Von Andreas Rosenfelder
19. September 2005 Lange haben wir auf den neuen Messias gewartet. Auf den Heilsbringer, der die Flamme in eine im Nihilismus versunkene Popkultur zurückträgt. Wir haben gehofft, und der verrückte Frosch ist gekommen und gibt uns neue Kraft. Er mischt das Musikfernsehen auf, indem er die Werbeblöcke kapert, ohne bei den bornierten Redakteuren auch nur anzuklopfen. Er steht für gelebte Demokratie, denn er läßt sich jeden Tag von minderjährigen Handybenutzern wiederwählen. Und er nervt Eltern und Erwachsene ohne Ende. Hat Elvis das vor fünfzig Jahren nicht ähnlich gemacht? Kein Zweifel: Der Crazy Frog, das zur Zeit wohl erfolgreichste Gezücht der Musikindustrie, ist Rock 'n' Roll.
Das jedenfalls wurde auf der Popkomm ohne jede Ironie in einer Elefantenrunde behauptet, die sich um das Schicksal der Künstler-Rekrutierung in Zeiten der Digitalisierung drehte. Der Satz stammte von einem smarten Manager, der in den letzten Monaten sehr viel Geld mit Klingeltönen gemacht hat. Es war ein eher trauriger als peinlicher Augenblick, aber es war vielleicht der wahrhaftigste Moment auf dieser Popkomm, die nach ihrem Weggang aus Köln zum zweiten Mal in Berlin stattfand. Denn in diesem absurden Vergleich offenbarte sich das Selbstverständnis einer Kaste desillusionierter Popfunktionäre, die auf fast verzweifelte Weise an ihrem alten Selbstverständnis als Hipster festhalten und folglich selbst das lukrative Gebrabbel des verrückten Froschs für Rock 'n' Roll halten.

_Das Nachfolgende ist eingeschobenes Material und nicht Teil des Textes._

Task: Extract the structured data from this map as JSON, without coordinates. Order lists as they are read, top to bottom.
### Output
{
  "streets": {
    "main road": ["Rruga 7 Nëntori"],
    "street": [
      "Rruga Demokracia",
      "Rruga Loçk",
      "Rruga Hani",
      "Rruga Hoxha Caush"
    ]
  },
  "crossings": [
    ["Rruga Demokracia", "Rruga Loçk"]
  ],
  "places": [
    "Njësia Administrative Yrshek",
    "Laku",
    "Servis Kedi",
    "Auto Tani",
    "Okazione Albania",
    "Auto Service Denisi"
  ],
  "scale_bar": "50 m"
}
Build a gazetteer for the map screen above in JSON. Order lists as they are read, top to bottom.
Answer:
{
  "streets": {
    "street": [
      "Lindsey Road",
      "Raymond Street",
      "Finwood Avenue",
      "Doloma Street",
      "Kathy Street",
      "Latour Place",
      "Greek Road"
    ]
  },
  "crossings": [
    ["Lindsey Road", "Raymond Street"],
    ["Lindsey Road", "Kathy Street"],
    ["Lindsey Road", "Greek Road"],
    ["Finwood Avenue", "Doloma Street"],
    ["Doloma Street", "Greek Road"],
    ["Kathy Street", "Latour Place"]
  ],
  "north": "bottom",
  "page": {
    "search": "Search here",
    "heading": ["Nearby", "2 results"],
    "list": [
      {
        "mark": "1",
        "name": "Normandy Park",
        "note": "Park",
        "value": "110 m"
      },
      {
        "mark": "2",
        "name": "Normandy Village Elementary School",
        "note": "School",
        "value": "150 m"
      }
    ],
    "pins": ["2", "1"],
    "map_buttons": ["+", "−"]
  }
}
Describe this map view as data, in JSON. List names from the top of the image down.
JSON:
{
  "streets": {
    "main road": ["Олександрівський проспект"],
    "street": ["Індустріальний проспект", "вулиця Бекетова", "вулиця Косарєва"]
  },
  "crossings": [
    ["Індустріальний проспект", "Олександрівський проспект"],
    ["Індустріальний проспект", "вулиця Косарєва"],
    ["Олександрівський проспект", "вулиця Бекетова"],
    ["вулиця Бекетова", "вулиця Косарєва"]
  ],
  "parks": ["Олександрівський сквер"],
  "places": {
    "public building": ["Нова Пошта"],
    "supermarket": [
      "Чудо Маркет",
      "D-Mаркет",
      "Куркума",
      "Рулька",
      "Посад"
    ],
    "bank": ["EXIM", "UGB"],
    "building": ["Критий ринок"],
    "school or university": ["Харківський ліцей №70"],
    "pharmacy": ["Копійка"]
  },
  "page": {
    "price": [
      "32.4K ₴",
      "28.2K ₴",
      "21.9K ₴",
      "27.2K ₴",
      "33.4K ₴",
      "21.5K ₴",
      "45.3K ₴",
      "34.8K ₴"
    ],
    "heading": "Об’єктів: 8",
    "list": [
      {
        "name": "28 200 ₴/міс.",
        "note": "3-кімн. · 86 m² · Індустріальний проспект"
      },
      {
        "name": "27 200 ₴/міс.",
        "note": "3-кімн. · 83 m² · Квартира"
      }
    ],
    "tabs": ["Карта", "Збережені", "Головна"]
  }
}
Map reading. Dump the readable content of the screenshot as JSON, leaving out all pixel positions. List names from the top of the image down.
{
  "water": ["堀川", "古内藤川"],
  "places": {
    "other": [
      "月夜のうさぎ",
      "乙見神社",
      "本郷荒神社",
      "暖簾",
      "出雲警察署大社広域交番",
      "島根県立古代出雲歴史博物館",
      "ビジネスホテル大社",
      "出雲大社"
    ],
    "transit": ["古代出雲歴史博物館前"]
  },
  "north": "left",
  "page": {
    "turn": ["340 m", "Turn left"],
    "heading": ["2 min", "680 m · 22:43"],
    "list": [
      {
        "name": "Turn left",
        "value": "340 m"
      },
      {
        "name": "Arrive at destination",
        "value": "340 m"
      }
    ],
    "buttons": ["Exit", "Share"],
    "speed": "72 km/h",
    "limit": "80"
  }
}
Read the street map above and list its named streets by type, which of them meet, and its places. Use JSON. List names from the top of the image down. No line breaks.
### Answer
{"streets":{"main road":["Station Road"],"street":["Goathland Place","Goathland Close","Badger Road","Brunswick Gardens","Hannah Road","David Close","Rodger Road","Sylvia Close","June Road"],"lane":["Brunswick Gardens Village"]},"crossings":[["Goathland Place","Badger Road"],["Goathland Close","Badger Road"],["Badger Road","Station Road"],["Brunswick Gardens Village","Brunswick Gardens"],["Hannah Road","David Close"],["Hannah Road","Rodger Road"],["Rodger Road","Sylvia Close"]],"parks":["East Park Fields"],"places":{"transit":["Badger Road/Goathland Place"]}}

Es ist aber nicht mehr alles so wie früher
Es ist dieselbe Kaste, die während der Berliner Popkomm auf zahllosen Geheimempfängen wie der European Music & Media Night zusammenkam, wo gefragte Bands wie die Ragga-Boygroup Mattafix aus London vor einem handverlesenen Privatpublikum auftraten, das die Musiker auf der Bühne bestenfalls mit geschäftlichem Kennerblick abnickte. Im Anschluß legten dann Diskjockeys auf, und die Funktionäre tanzten wie aufgedrehte Kinder zu Fetenhits wie Sweet Dreams oder Smells Like Teen Spirit. Als wäre die Welt noch wie früher, am Freitagabend im Jugendzentrum, wo alles anfing.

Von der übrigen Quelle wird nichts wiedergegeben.